▶ **Exercise details**
Pictures are not part of the copy; reproduce the remaining data exactly.

▶ **Source material**
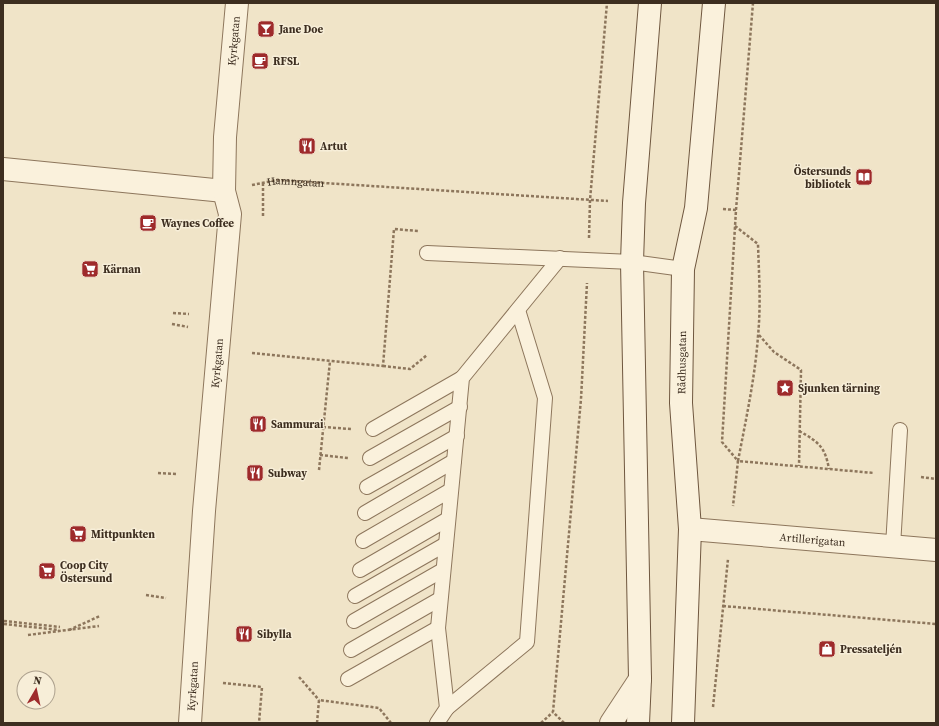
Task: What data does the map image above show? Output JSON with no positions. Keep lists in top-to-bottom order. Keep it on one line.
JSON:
{"streets":{"main road":["Kyrkgatan","Rådhusgatan","Artillerigatan"],"path":["Hamngatan"]},"crossings":[["Kyrkgatan","Hamngatan"],["Rådhusgatan","Artillerigatan"]],"places":{"bar":["Jane Doe"],"cafe":["RFSL","Waynes Coffee"],"restaurant":["Artut","Sammurai","Subway","Sibylla"],"library":["Östersunds bibliotek"],"supermarket":["Kärnan","Mittpunkten","Coop City Östersund"],"place":["Sjunken tärning"],"shop":["Pressateljén"]},"north":"top"}
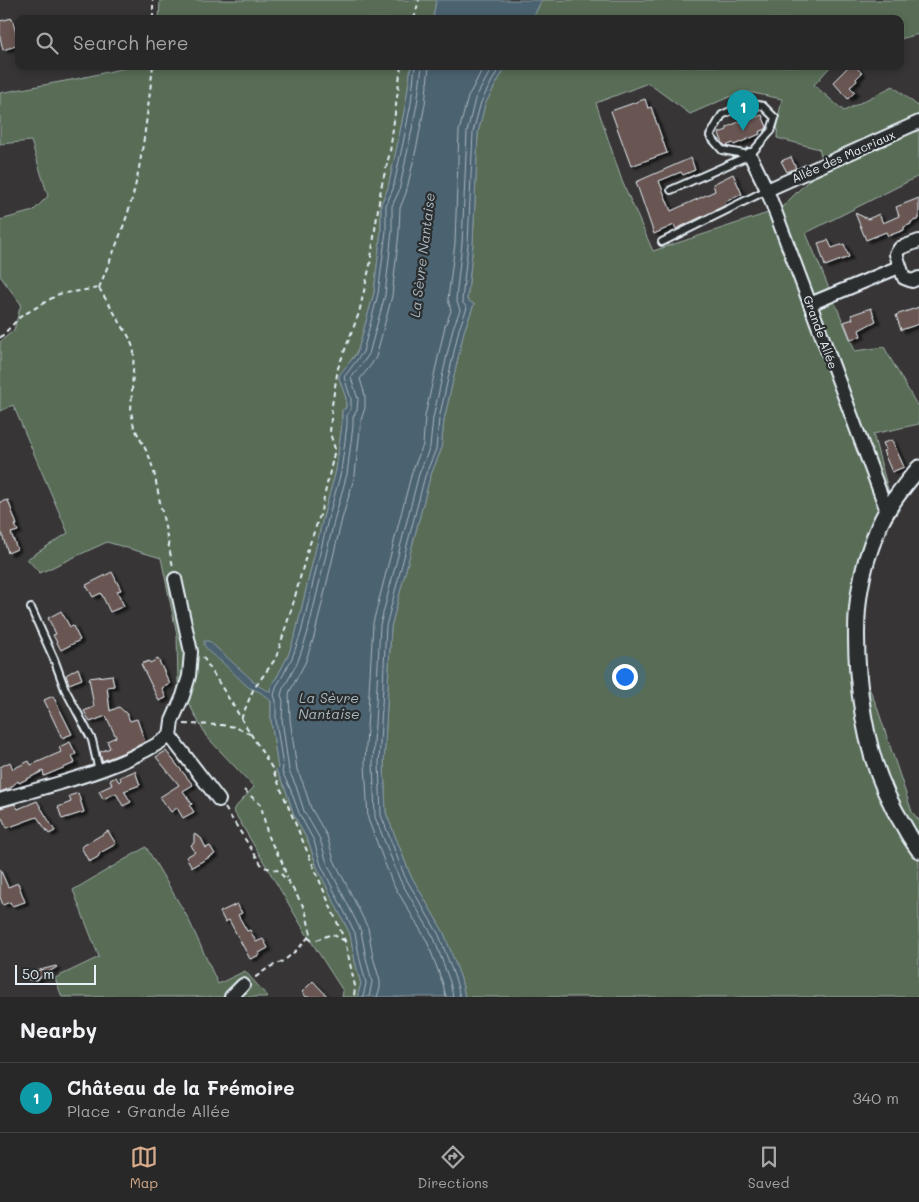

▶ **Your response**
Task: What data does the map image above show? Output JSON with no positions. Keep lists in top-to-bottom order. Keep it on one line.
JSON:
{"streets":{"main road":["Kyrkgatan","Rådhusgatan","Artillerigatan"],"path":["Hamngatan"]},"crossings":[["Kyrkgatan","Hamngatan"],["Rådhusgatan","Artillerigatan"]],"places":{"bar":["Jane Doe"],"cafe":["RFSL","Waynes Coffee"],"restaurant":["Artut","Sammurai","Subway","Sibylla"],"library":["Östersunds bibliotek"],"supermarket":["Kärnan","Mittpunkten","Coop City Östersund"],"place":["Sjunken tärning"],"shop":["Pressateljén"]},"north":"top"}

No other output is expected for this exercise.